### PROBLEM STATEMENT
Please repeat the data below exactly, with the pictures removed.

### GIVEN DATA
= = = = = = =
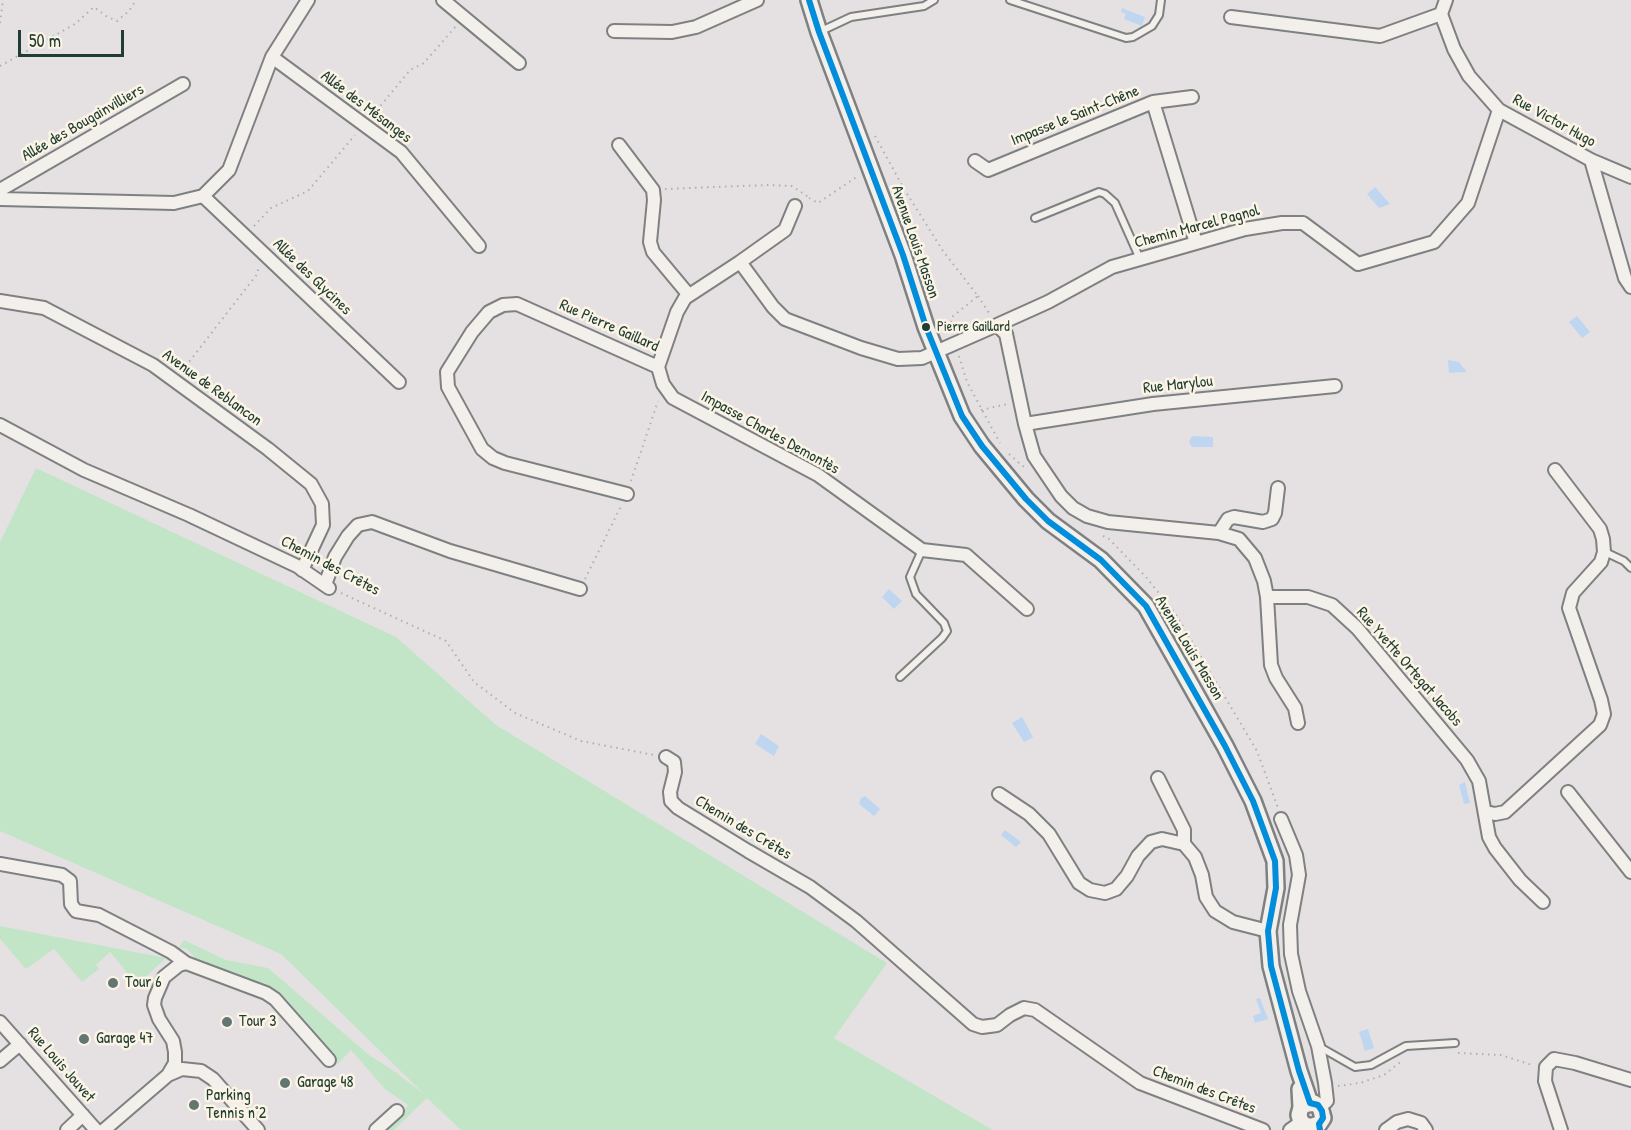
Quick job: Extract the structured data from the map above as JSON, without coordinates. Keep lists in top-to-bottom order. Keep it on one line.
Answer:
{"streets":{"street":["Allée des Mésanges","Impasse le Saint-Chêne","Rue Victor Hugo","Allée des Bougainvilliers","Chemin Marcel Pagnol","Avenue Louis Masson","Allée des Glycines","Rue Pierre Gaillard","Rue Marylou","Avenue de Reblancon","Impasse Charles Demontès","Chemin des Crêtes","Rue Yvette Ortegat Jacobs","Rue Louis Jouvet"]},"crossings":[["Impasse le Saint-Chêne","Chemin Marcel Pagnol"],["Rue Victor Hugo","Chemin Marcel Pagnol"],["Rue Pierre Gaillard","Impasse Charles Demontès"],["Avenue de Reblancon","Chemin des Crêtes"]],"places":["Pierre Gaillard","Tour 6","Tour 3","Garage 47","Garage 48","Parking Tennis n°2"],"scale_bar":"50 m"}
= = = = = = =
### EXERCISE RESULT
Quick job: Extract the structured data from the map above as JSON, without coordinates. Keep lists in top-to-bottom order. Keep it on one line.
Answer:
{"streets":{"street":["Allée des Mésanges","Impasse le Saint-Chêne","Rue Victor Hugo","Allée des Bougainvilliers","Chemin Marcel Pagnol","Avenue Louis Masson","Allée des Glycines","Rue Pierre Gaillard","Rue Marylou","Avenue de Reblancon","Impasse Charles Demontès","Chemin des Crêtes","Rue Yvette Ortegat Jacobs","Rue Louis Jouvet"]},"crossings":[["Impasse le Saint-Chêne","Chemin Marcel Pagnol"],["Rue Victor Hugo","Chemin Marcel Pagnol"],["Rue Pierre Gaillard","Impasse Charles Demontès"],["Avenue de Reblancon","Chemin des Crêtes"]],"places":["Pierre Gaillard","Tour 6","Tour 3","Garage 47","Garage 48","Parking Tennis n°2"],"scale_bar":"50 m"}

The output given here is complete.